Whenever a line in the entries below contains "symbols", copy that line.

=== Begin Enclosure ===

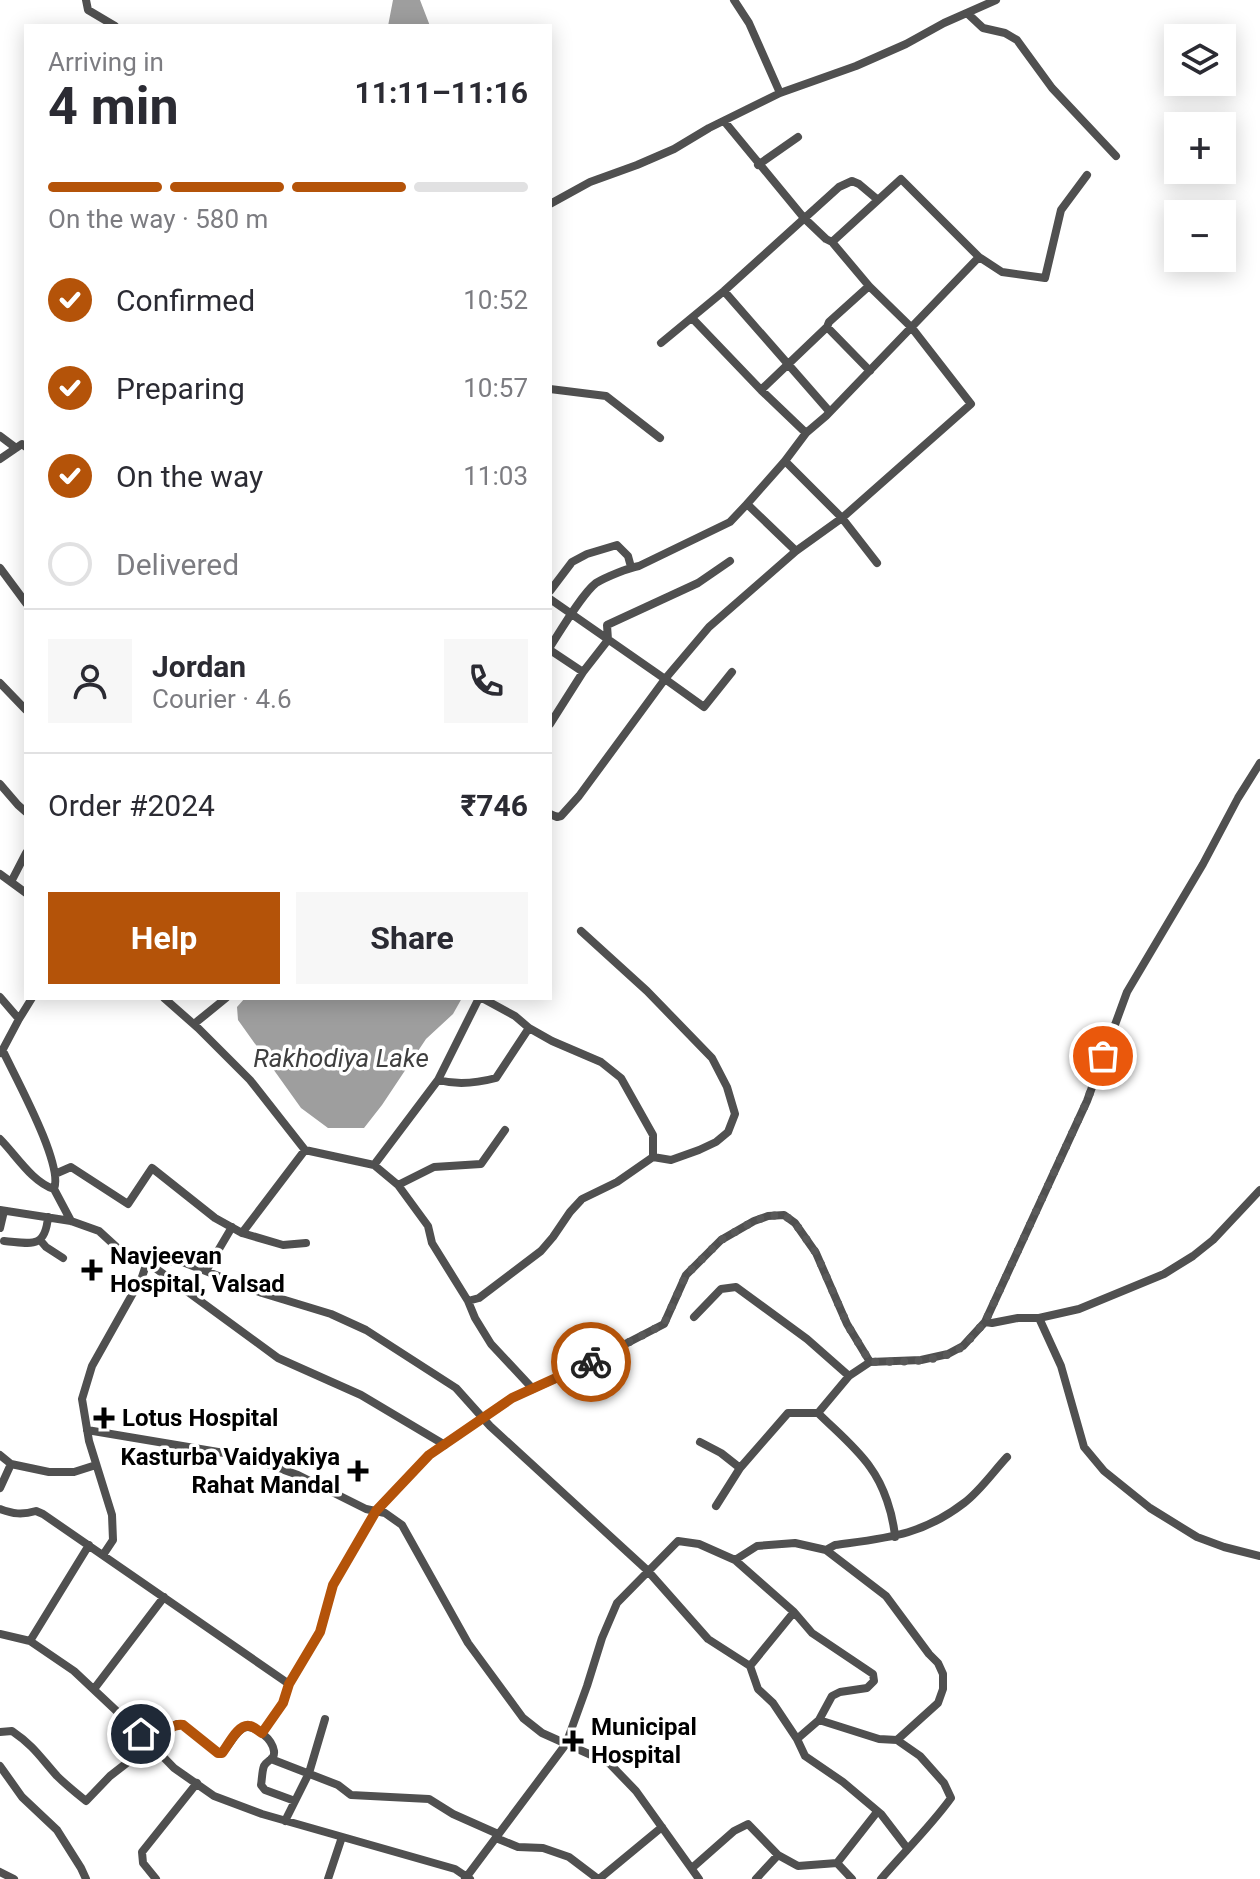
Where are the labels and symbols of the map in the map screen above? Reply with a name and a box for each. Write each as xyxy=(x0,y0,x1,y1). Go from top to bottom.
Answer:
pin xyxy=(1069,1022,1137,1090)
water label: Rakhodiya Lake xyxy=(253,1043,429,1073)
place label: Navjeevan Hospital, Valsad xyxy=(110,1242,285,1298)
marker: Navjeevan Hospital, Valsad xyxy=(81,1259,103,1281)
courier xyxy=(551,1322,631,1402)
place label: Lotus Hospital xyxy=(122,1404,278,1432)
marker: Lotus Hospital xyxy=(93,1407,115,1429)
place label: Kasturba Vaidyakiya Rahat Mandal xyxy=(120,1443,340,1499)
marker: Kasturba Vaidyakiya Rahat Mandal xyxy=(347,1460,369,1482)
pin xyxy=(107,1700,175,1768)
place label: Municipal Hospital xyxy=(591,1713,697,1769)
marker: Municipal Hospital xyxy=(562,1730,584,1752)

=== End Enclosure ===
=== Begin Enclosure ===

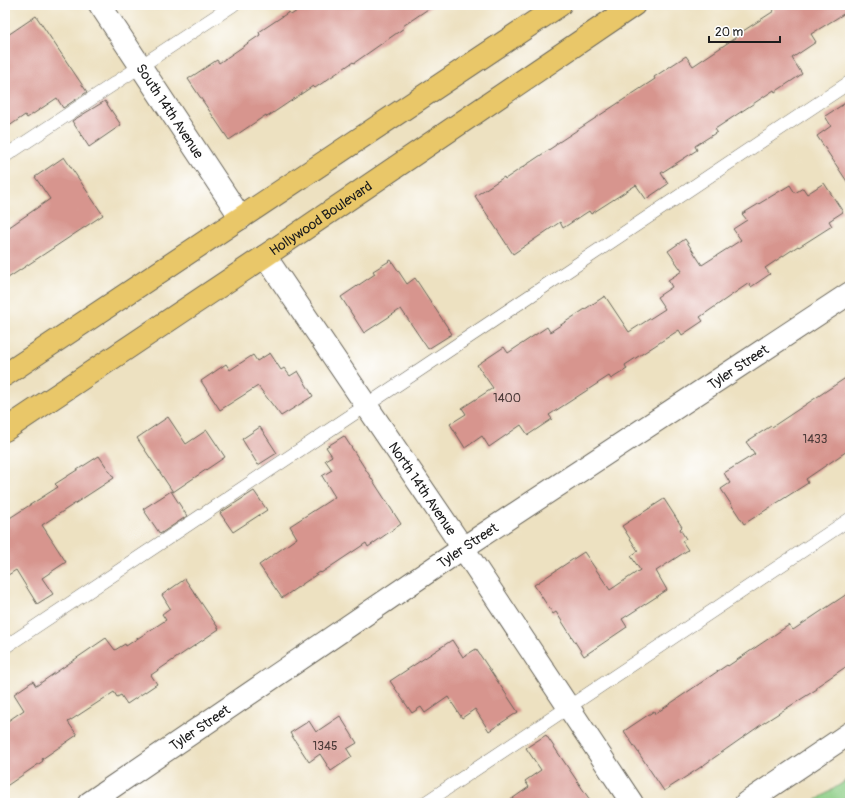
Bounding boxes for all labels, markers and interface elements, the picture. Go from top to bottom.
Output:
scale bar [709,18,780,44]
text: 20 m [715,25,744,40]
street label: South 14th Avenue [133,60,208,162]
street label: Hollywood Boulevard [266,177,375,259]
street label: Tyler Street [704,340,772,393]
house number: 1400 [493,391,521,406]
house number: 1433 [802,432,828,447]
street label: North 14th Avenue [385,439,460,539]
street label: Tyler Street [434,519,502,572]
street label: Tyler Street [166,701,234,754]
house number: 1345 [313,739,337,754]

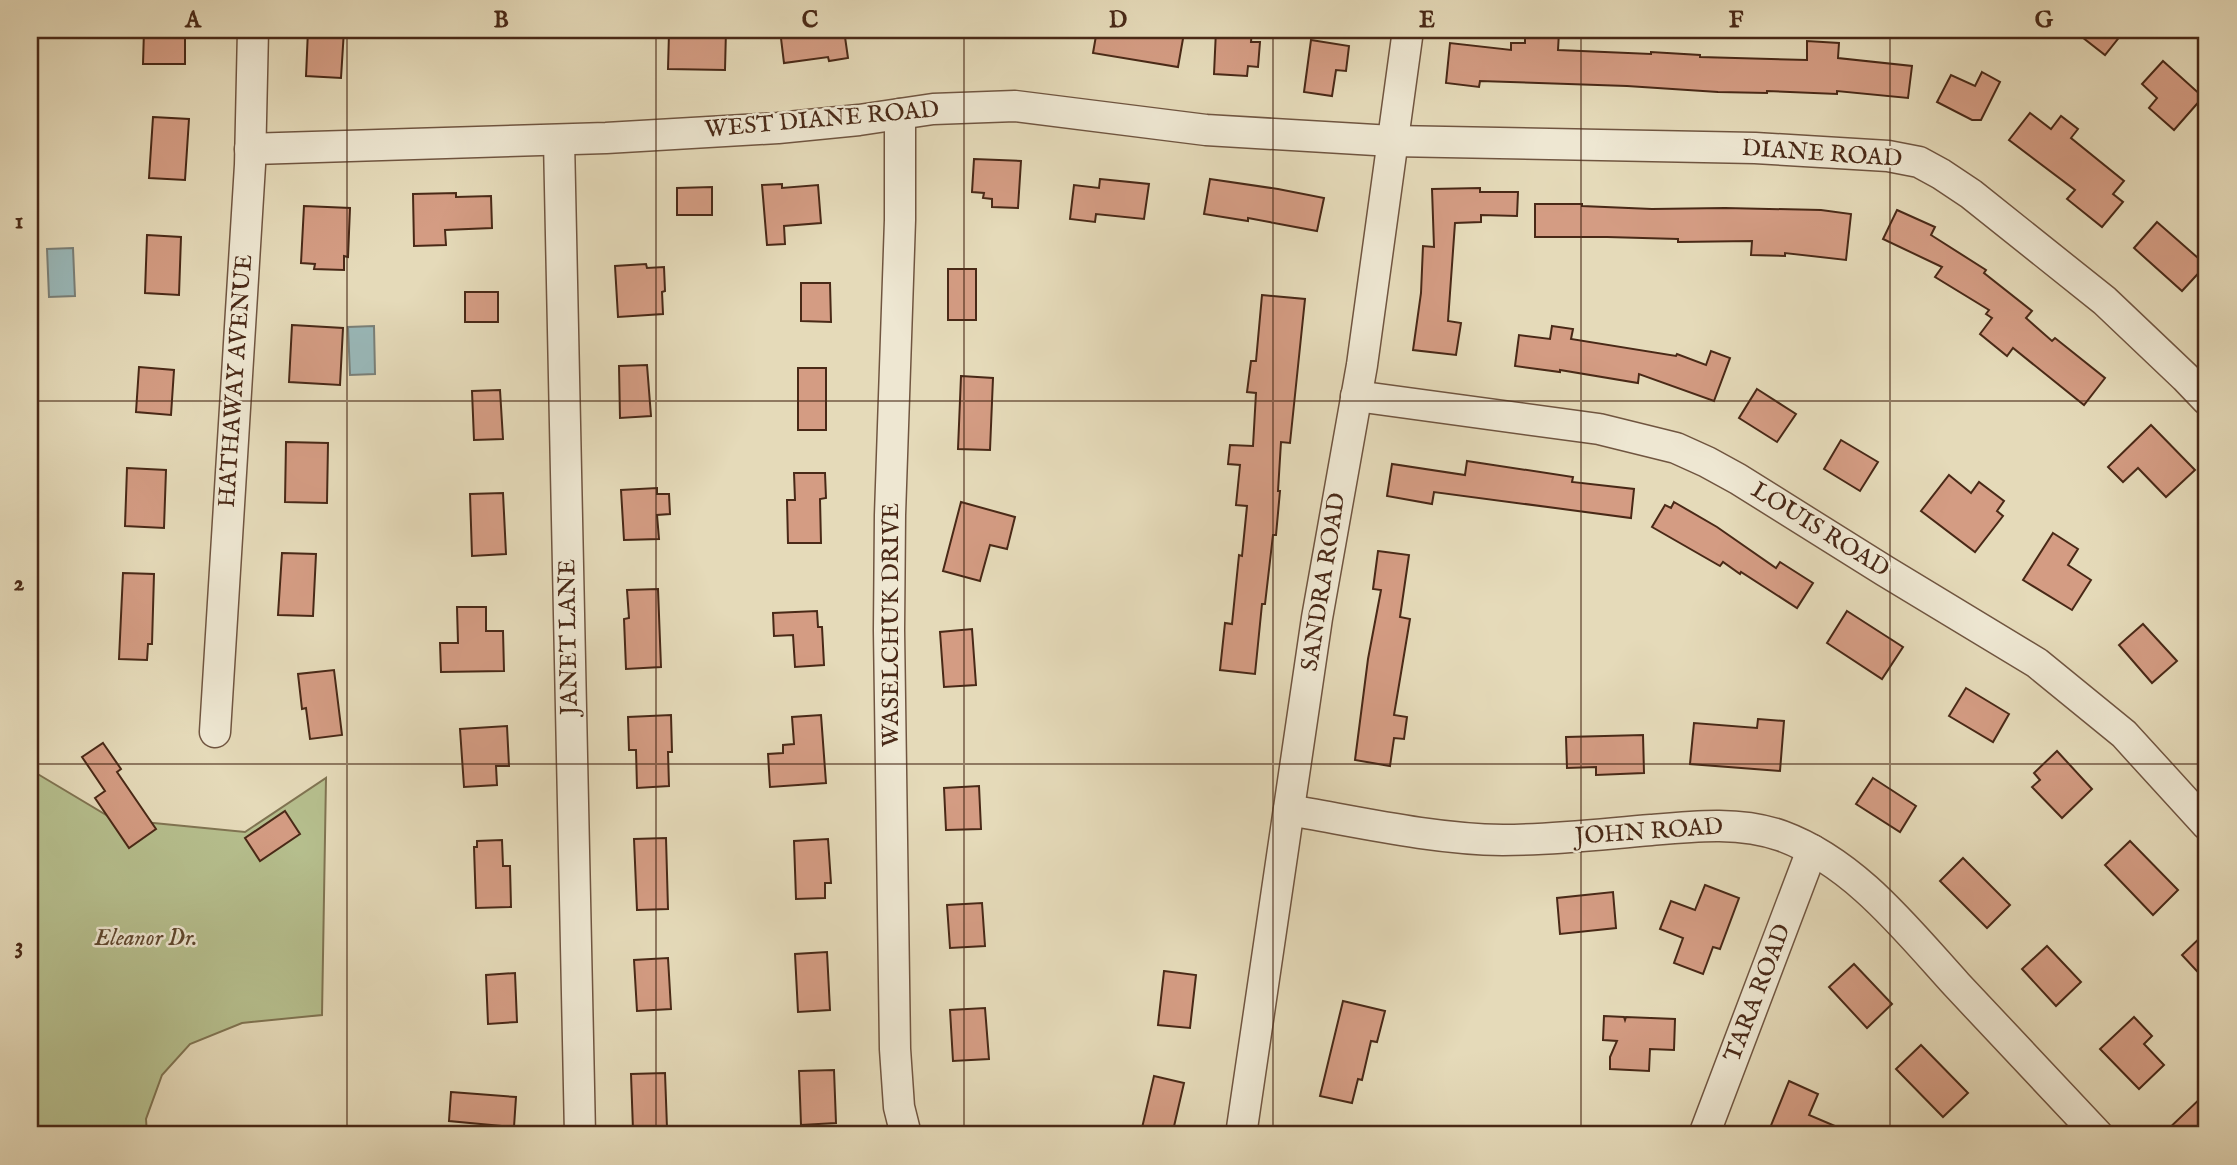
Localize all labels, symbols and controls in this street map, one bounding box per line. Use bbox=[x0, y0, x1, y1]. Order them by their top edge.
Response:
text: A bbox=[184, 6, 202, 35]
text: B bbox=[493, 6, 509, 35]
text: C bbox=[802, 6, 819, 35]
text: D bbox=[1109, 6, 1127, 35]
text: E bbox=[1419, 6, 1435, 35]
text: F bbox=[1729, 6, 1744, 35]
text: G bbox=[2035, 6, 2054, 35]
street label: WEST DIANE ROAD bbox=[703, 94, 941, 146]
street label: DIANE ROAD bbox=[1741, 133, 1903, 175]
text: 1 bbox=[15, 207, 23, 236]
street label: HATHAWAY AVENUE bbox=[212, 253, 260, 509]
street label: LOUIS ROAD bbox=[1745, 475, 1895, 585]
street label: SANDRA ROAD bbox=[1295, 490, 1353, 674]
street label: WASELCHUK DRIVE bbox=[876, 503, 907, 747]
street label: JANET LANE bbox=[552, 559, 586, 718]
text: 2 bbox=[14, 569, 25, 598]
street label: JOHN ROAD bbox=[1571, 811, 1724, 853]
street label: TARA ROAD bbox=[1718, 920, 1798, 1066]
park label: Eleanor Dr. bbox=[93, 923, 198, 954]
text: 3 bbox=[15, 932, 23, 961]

=== End Enclosure ===

▶ [Reply]
Where are the labels and symbols of the map in the map screen above? Reply with a name and a box for each. Write each as xyxy=(x0,y0,x1,y1). Go from top to bottom.
Localize all labels, symbols and controls in this street map, one bounding box per line. Use bbox=[x0, y0, x1, y1]. Order them by their top edge.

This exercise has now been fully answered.